Computational Social Science 1 (Network)
This article is divided into two parts, each highlighting a core methodological domain within Computational Social Science(CSS). Part I (you are now reading) explores network analysis as a fundamental pillar of CSS, detailing how relational data and complex network structures have become central to understanding social systems. Part II will shift focus to social simulation, examining how agent-based models and computational experiments enable researchers to understand issues of social science.
The Ambiguity Between Computational Social Science and Data Science
When we try to define Computational Social Science, a central theme commonly emerges: the application of advanced computational techniques to large-scale datasets in order to understand and analyze human behavior. As scholars like Chris Bail have noted, what sets Computational Social Science apart is not just that it involves analyzing social phenomena, but that it does so with computational methods and extensive data.
Consider the online data science platform Kaggle. A simple keyword search for “social” yields more than 13,000 datasets, each associated with numerous pieces of user-generated code and commentary. This raises an intriguing question: Are these activities and data sets examples of Computational Social Science, or are they simply instances of Data Science applied to social data? The distinction isn’t clear-cut, and here we encounter a fundamental ambiguity. Does choosing a social dataset automatically make the endeavor “Computational Social Science,” or is it still “Data Science,” merely focusing on a particular data type (social data)? The boundaries between these domains are blurred.
But this kind of conceptual fuzziness is not unprecedented. In academia, it is not hard to find fields that resemble each other so closely that their distinctions are more historical and institutional than substantive. Consider the relationship between Statistics and Econometrics. Both deal with data analysis, modeling, and inference, and at a foundational level they share methods and aims. Yet Econometrics emerged with a specific focus on economic and social phenomena, using regression techniques tailored for these domains. Econometrics has thus established itself as a distinct field, though at the introductory level, it can be hard to see why we need a separate name for something that looks so much like Statistics. Adding Machine Learning into this mix makes the landscape even more complex.

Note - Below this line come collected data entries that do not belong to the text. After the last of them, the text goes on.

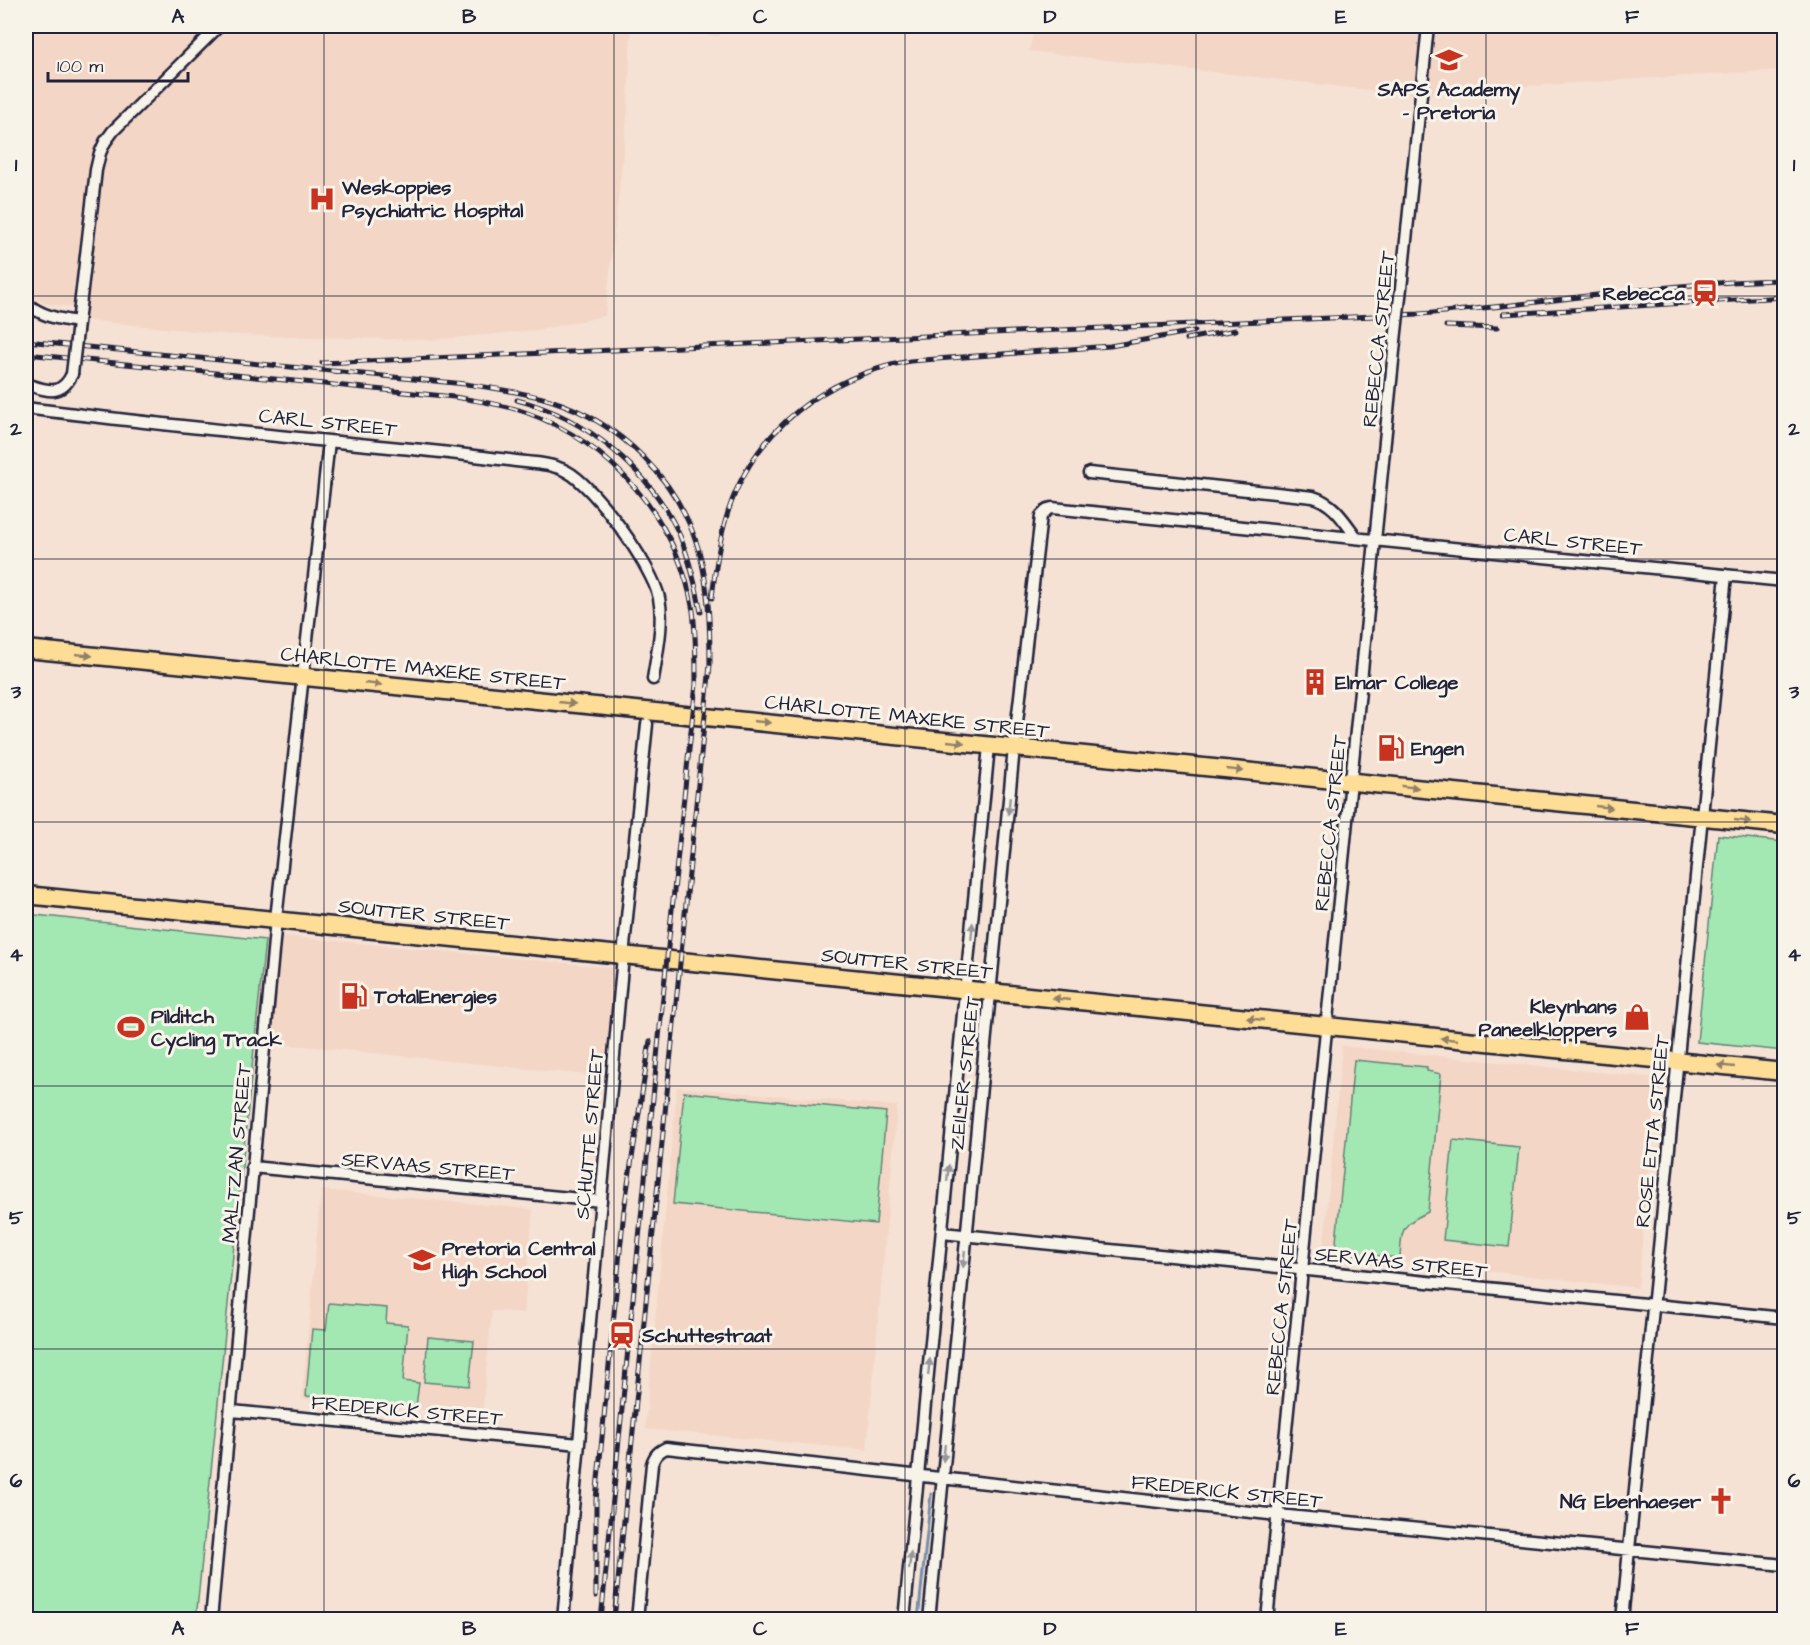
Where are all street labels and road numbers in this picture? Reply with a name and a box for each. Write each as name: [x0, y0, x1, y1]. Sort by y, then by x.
street label: REBECCA STREET: [1356, 249, 1402, 429]
street label: CARL STREET: [257, 402, 399, 444]
street label: CARL STREET: [1502, 521, 1644, 563]
street label: CHARLOTTE MAXEKE STREET: [279, 640, 567, 698]
street label: CHARLOTTE MAXEKE STREET: [763, 688, 1051, 746]
street label: REBECCA STREET: [1308, 733, 1354, 913]
street label: SOUTTER STREET: [337, 892, 512, 938]
street label: SOUTTER STREET: [820, 941, 995, 987]
street label: ZEILER STREET: [943, 994, 987, 1151]
street label: ROSE ETTA STREET: [1629, 1033, 1677, 1229]
street label: SCHUTTE STREET: [569, 1047, 611, 1220]
street label: MALTZAN STREET: [215, 1061, 259, 1244]
street label: SERVAAS STREET: [340, 1145, 516, 1189]
street label: REBECCA STREET: [1259, 1217, 1305, 1397]
street label: SERVAAS STREET: [1313, 1240, 1489, 1286]
street label: FREDERICK STREET: [310, 1389, 504, 1433]
street label: FREDERICK STREET: [1130, 1468, 1324, 1516]

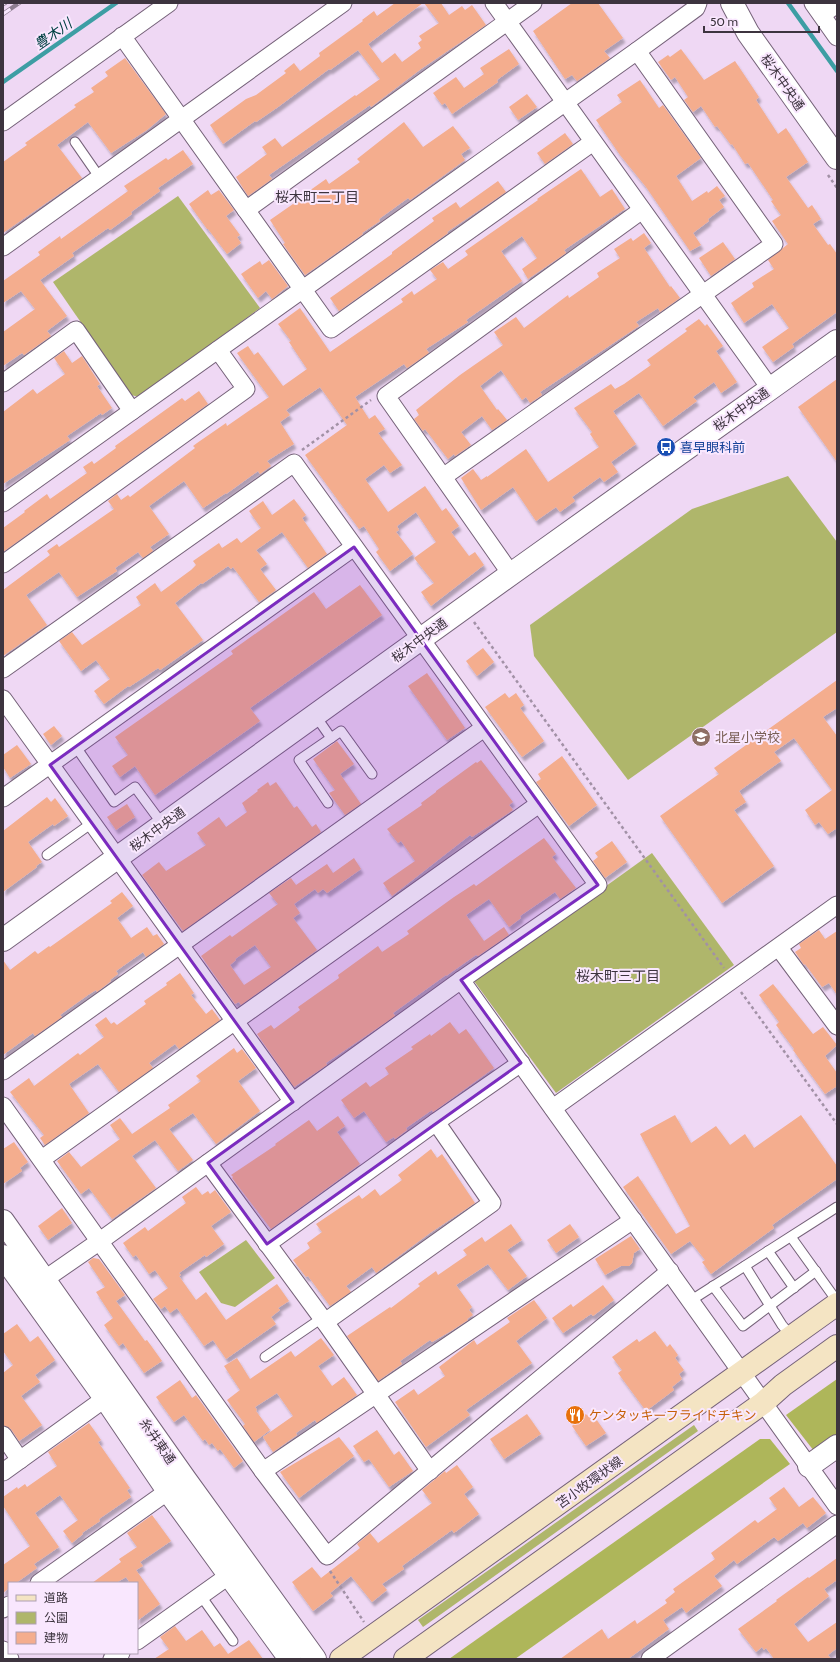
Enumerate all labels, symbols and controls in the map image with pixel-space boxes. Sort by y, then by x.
scale bar [704,8,819,34]
water label: 豊木川 [31,13,77,53]
text: 50 m [710,14,738,29]
street label: 桜木中央通 [758,51,808,113]
district label: 桜木町二丁目 [275,188,359,206]
street label: 桜木中央通 [710,384,772,434]
bus stop icon: 喜早眼科前 [655,436,677,458]
place label: 喜早眼科前 [680,439,745,455]
street label: 桜木中央通 [388,614,450,666]
school or university icon: 北星小学校 [690,726,712,748]
place label: 北星小学校 [715,729,780,745]
street label: 桜木中央通 [126,803,188,855]
district label: 桜木町三丁目 [576,967,660,985]
restaurant icon: ケンタッキーフライドチキン [564,1404,586,1426]
place label: ケンタッキーフライドチキン [589,1407,756,1423]
street label: 糸井東通 [137,1415,179,1467]
street label: 苫小牧環状線 [553,1453,625,1511]
legend [8,1582,138,1654]
text: 道路 [44,1590,68,1605]
text: 公園 [44,1610,68,1625]
text: 建物 [44,1630,68,1645]

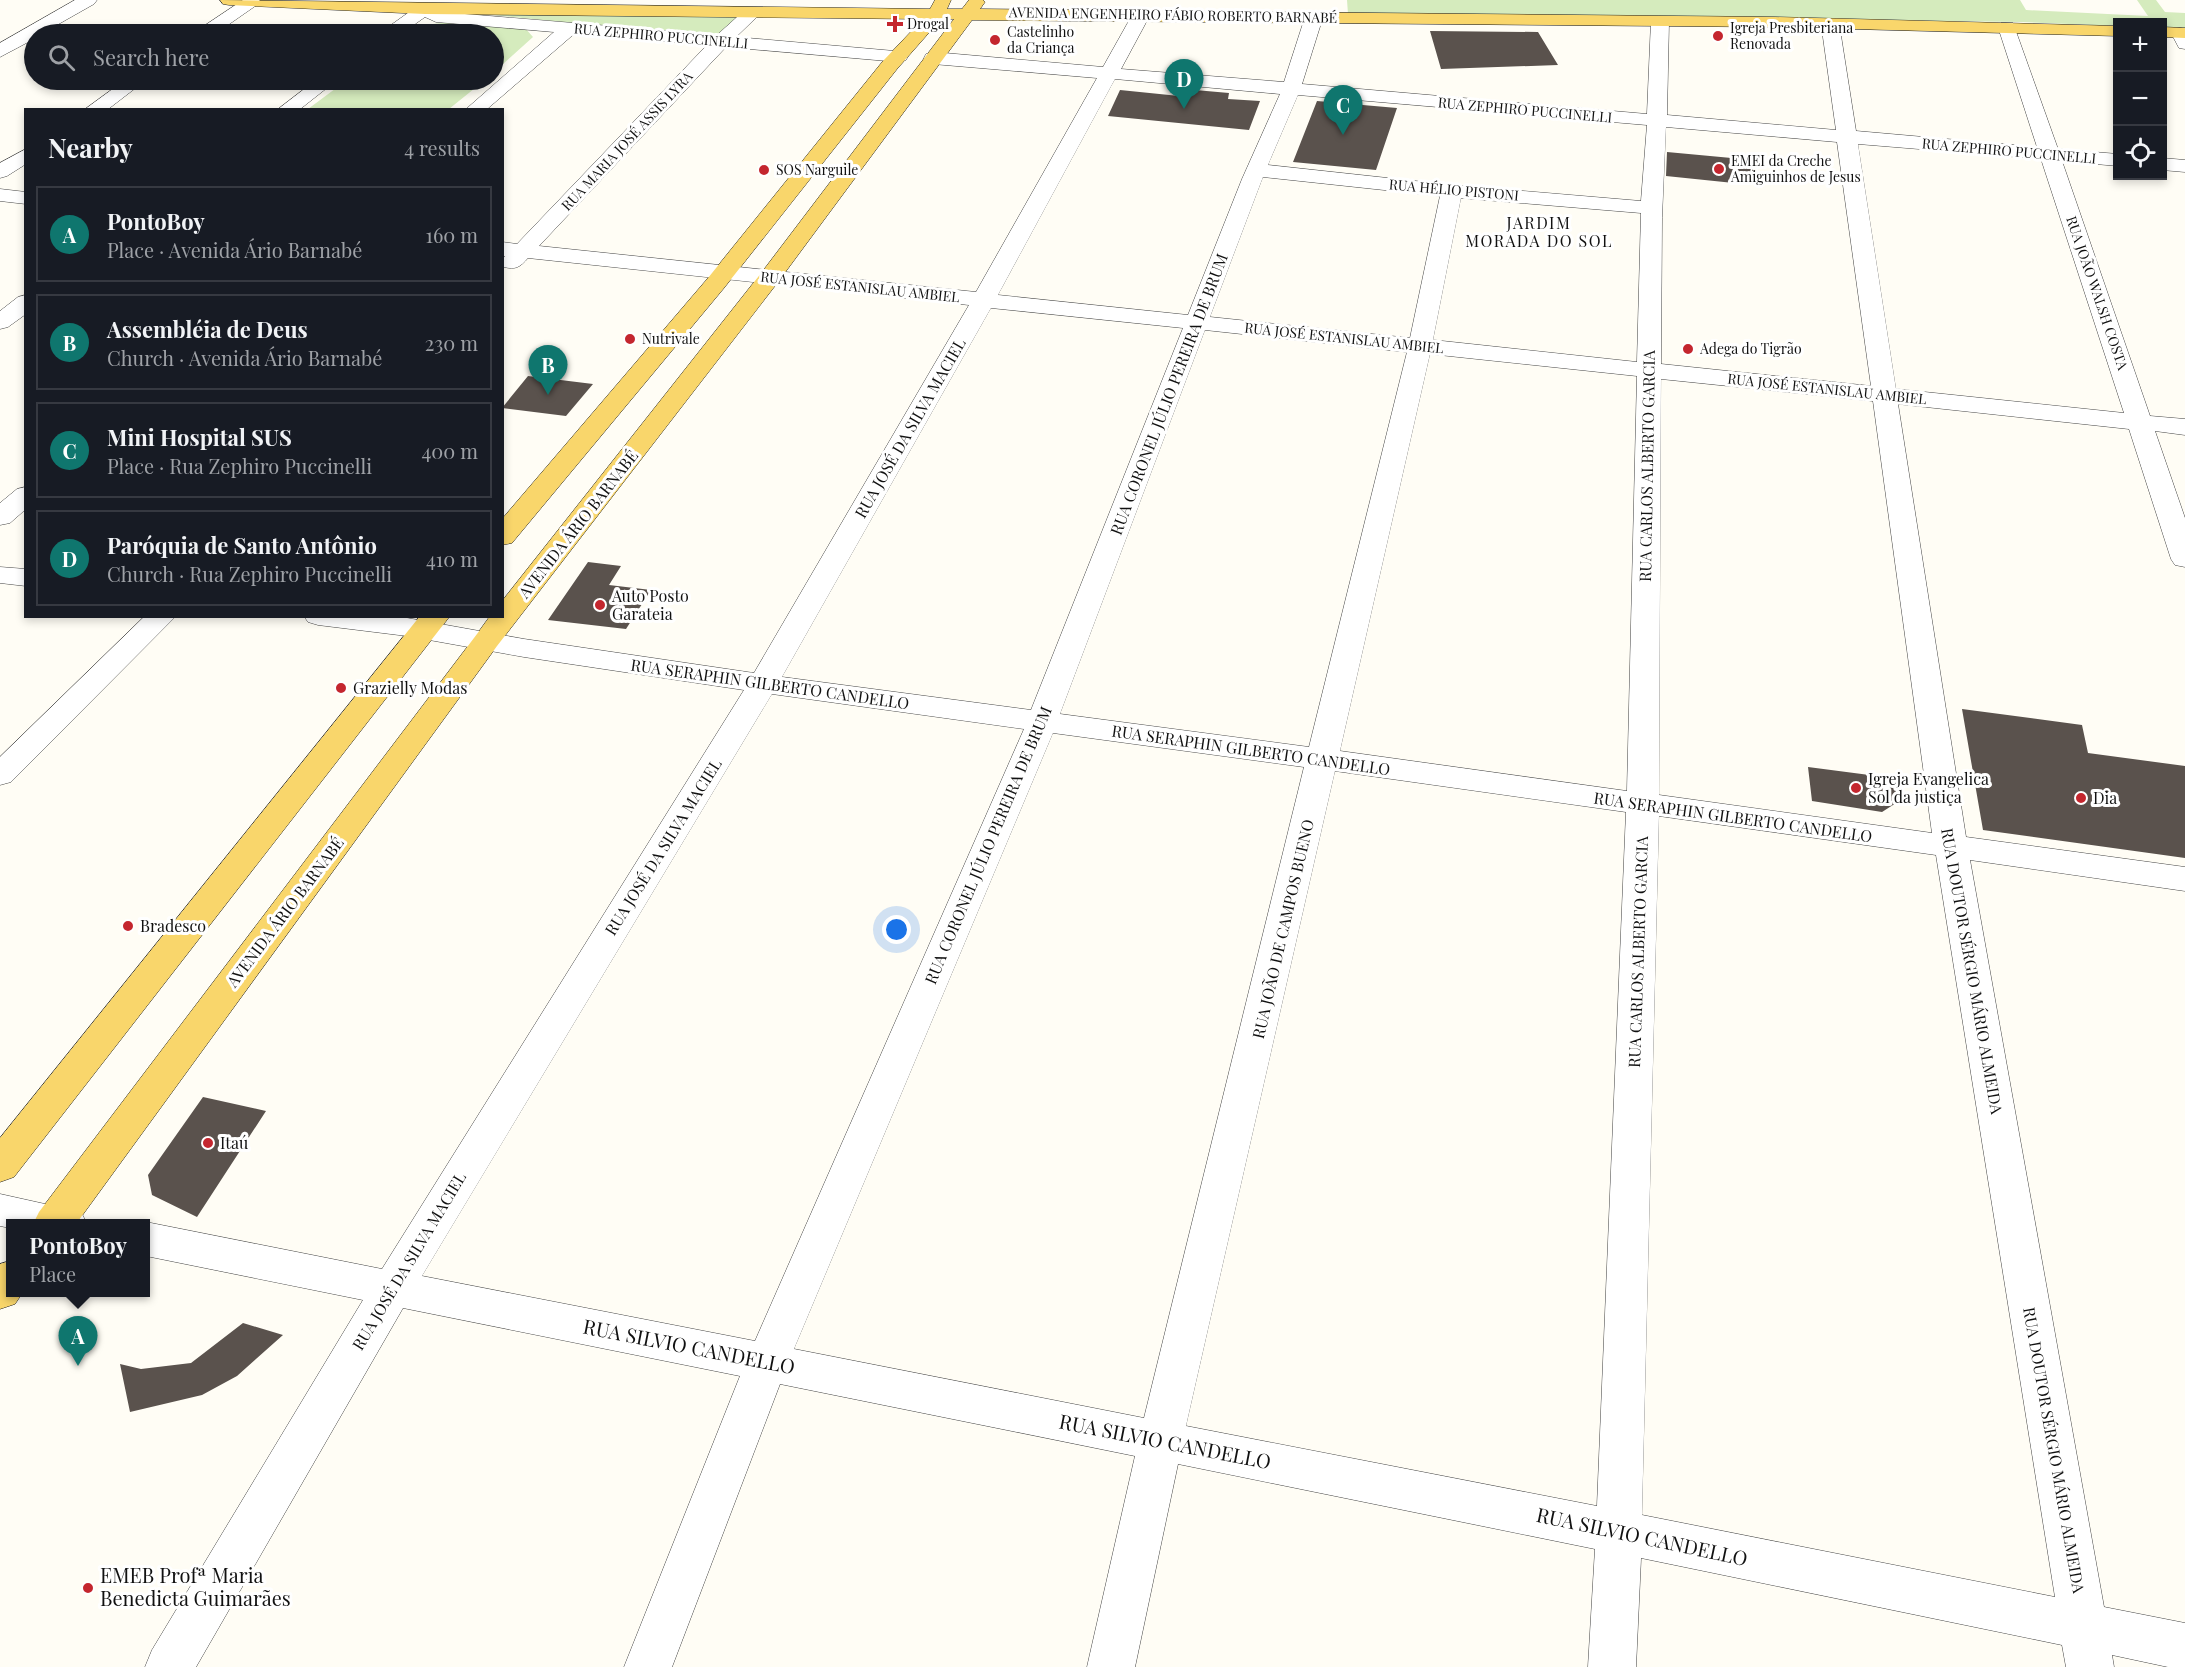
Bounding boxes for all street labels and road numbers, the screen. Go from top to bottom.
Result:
street label: AVENIDA ENGENHEIRO FÁBIO ROBERTO BARNABÉ [1008,2,1337,27]
street label: RUA ZEPHIRO PUCCINELLI [573,18,749,53]
street label: RUA MARIA JOSÉ ASSIS LYRA [557,67,697,215]
street label: RUA ZEPHIRO PUCCINELLI [1437,92,1613,127]
street label: RUA ZEPHIRO PUCCINELLI [1921,133,2097,168]
street label: RUA HÉLIO PISTONI [1388,174,1520,205]
street label: RUA JOÃO WALSH COSTA [2062,213,2133,373]
street label: RUA CORONEL JÚLIO PEREIRA DE BRUM [1105,250,1232,538]
street label: RUA JOSÉ ESTANISLAU AMBIEL [760,267,961,306]
street label: RUA JOSÉ ESTANISLAU AMBIEL [1244,318,1445,357]
street label: RUA JOSÉ DA SILVA MACIEL [849,334,970,521]
street label: RUA CARLOS ALBERTO GARCIA [1634,349,1659,582]
street label: RUA JOSÉ ESTANISLAU AMBIEL [1727,369,1928,408]
street label: AVENIDA ÁRIO BARNABÉ [513,445,642,603]
street label: RUA SERAPHIN GILBERTO CANDELLO [629,654,911,713]
street label: RUA CORONEL JÚLIO PEREIRA DE BRUM [919,703,1056,987]
street label: RUA SERAPHIN GILBERTO CANDELLO [1110,720,1392,779]
street label: RUA JOSÉ DA SILVA MACIEL [600,755,726,939]
street label: RUA SERAPHIN GILBERTO CANDELLO [1592,787,1874,846]
street label: RUA JOÃO DE CAMPOS BUENO [1247,817,1318,1041]
street label: RUA DOUTOR SÉRGIO MÁRIO ALMEIDA [1937,826,2008,1117]
street label: AVENIDA ÁRIO BARNABÉ [221,833,348,992]
street label: RUA CARLOS ALBERTO GARCIA [1623,835,1652,1068]
street label: RUA JOSÉ DA SILVA MACIEL [347,1168,470,1354]
street label: RUA DOUTOR SÉRGIO MÁRIO ALMEIDA [2019,1305,2090,1596]
street label: RUA SILVIO CANDELLO [581,1312,797,1379]
street label: RUA SILVIO CANDELLO [1057,1407,1273,1474]
street label: RUA SILVIO CANDELLO [1534,1500,1750,1571]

By analogy, Computational Social Science and Data Science may share a similar relationship. Is there a clear boundary separating them? Perhaps not. Does it even matter? After all, the contributors on Kaggle—who work on thousands of social datasets—might not think of themselves as doing “Computational Social Science.” They might simply consider themselves data scientists, or they might be indifferent to these labels altogether.
Specialization as a Path to Distinction
If Computational Social Science is akin to Econometrics in the sense that it seeks to carve out its own territory within a broader domain, then where does that specialization lie? Just as Econometrics specialized in regression modeling for economic phenomena, what might Computational Social Science specialize in?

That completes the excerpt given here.